Work to complete => Every line that contains "TOCANTINS" must be located and copied from the data.

>>>

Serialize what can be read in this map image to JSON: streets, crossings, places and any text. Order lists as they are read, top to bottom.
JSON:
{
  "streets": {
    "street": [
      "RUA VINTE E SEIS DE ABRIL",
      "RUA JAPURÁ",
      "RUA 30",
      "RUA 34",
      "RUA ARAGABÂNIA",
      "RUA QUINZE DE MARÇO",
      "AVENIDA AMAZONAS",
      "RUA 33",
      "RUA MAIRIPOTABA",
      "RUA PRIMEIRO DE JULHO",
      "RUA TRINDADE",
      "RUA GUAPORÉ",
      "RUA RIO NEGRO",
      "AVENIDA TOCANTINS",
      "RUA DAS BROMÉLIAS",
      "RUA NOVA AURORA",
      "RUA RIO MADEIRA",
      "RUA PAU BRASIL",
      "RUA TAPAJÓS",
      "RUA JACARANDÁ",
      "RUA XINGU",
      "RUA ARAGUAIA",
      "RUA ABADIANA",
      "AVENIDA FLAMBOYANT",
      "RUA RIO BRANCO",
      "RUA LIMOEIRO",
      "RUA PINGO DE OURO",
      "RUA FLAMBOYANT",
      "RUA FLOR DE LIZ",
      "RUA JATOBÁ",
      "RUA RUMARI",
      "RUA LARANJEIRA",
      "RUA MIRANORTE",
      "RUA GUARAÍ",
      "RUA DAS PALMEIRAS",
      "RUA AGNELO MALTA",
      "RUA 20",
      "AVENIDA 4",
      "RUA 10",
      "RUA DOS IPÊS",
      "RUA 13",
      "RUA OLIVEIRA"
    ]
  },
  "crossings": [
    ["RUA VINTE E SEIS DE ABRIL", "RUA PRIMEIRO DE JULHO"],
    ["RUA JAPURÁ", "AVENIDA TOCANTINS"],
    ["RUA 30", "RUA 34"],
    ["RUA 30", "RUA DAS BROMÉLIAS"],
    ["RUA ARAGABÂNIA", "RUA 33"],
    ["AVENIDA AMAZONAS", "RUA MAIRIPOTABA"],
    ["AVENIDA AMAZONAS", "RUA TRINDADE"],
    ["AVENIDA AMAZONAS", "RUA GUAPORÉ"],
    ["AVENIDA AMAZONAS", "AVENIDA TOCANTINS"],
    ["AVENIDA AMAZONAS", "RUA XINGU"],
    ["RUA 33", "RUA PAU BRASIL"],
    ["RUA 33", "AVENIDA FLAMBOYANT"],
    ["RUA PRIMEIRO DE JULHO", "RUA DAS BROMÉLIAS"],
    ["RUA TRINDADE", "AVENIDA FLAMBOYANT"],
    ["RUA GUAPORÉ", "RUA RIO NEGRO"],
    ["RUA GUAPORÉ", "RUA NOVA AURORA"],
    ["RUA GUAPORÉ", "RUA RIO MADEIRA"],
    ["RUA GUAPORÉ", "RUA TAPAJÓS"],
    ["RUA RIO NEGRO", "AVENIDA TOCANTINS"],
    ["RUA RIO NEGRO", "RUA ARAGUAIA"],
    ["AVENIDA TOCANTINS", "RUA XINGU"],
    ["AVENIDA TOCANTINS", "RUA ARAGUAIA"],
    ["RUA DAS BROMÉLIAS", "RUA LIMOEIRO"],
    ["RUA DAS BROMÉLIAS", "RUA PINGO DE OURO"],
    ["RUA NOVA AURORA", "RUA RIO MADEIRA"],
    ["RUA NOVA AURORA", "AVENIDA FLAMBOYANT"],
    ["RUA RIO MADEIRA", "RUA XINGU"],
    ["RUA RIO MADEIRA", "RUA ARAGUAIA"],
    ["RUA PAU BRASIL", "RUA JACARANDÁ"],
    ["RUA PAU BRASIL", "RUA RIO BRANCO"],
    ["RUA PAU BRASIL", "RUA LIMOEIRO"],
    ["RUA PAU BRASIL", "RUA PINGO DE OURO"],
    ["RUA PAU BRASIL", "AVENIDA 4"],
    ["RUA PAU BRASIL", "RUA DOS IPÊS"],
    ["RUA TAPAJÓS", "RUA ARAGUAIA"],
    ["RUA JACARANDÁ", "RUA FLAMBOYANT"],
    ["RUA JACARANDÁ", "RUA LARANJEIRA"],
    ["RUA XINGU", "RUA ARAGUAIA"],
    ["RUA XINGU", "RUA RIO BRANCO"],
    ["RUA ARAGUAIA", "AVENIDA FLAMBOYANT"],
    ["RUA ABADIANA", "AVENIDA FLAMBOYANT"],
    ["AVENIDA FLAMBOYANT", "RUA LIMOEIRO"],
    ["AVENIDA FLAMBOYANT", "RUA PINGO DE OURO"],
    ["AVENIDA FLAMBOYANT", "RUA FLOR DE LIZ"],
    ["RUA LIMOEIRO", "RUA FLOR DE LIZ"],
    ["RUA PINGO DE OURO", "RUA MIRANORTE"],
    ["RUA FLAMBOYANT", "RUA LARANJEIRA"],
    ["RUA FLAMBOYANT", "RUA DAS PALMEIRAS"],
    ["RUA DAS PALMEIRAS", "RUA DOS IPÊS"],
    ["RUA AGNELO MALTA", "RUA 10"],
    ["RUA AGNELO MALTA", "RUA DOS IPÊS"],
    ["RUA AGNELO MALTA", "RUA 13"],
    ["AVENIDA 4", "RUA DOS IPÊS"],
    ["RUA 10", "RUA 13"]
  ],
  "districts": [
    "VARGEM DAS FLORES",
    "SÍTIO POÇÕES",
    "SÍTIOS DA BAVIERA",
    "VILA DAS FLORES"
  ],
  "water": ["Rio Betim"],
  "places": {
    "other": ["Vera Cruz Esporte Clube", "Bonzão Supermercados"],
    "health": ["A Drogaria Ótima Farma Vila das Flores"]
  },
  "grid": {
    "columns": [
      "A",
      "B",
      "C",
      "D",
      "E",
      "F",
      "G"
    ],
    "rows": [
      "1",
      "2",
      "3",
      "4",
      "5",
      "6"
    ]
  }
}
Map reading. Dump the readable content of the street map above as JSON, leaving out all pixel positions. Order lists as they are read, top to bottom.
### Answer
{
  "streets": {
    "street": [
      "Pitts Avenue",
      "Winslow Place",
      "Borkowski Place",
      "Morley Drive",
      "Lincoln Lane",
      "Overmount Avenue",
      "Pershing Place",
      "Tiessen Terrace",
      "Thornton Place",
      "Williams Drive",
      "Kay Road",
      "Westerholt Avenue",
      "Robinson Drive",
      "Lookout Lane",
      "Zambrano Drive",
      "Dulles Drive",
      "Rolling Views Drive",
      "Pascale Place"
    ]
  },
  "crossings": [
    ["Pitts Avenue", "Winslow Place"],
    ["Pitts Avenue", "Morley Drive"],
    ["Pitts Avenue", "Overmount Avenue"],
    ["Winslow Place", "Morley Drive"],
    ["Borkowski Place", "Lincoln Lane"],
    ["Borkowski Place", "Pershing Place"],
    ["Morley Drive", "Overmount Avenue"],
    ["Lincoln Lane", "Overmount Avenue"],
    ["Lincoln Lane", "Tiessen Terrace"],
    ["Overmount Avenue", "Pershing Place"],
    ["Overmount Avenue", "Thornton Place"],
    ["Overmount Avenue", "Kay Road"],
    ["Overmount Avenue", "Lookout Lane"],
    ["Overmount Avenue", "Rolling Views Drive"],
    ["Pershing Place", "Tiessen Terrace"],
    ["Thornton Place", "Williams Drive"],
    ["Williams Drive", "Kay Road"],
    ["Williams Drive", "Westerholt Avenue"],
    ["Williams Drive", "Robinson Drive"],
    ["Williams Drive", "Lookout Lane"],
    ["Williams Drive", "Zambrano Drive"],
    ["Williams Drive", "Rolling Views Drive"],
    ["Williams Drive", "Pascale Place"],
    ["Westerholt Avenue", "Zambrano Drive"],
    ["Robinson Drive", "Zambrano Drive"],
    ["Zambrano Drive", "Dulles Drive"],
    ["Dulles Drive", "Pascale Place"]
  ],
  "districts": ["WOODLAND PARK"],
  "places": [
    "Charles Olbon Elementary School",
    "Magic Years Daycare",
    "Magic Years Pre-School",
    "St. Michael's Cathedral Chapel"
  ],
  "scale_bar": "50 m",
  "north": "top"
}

<<<

Written answer =>
      "AVENIDA TOCANTINS",
    ["RUA JAPURÁ", "AVENIDA TOCANTINS"],
    ["AVENIDA AMAZONAS", "AVENIDA TOCANTINS"],
    ["RUA RIO NEGRO", "AVENIDA TOCANTINS"],
    ["AVENIDA TOCANTINS", "RUA XINGU"],
    ["AVENIDA TOCANTINS", "RUA ARAGUAIA"],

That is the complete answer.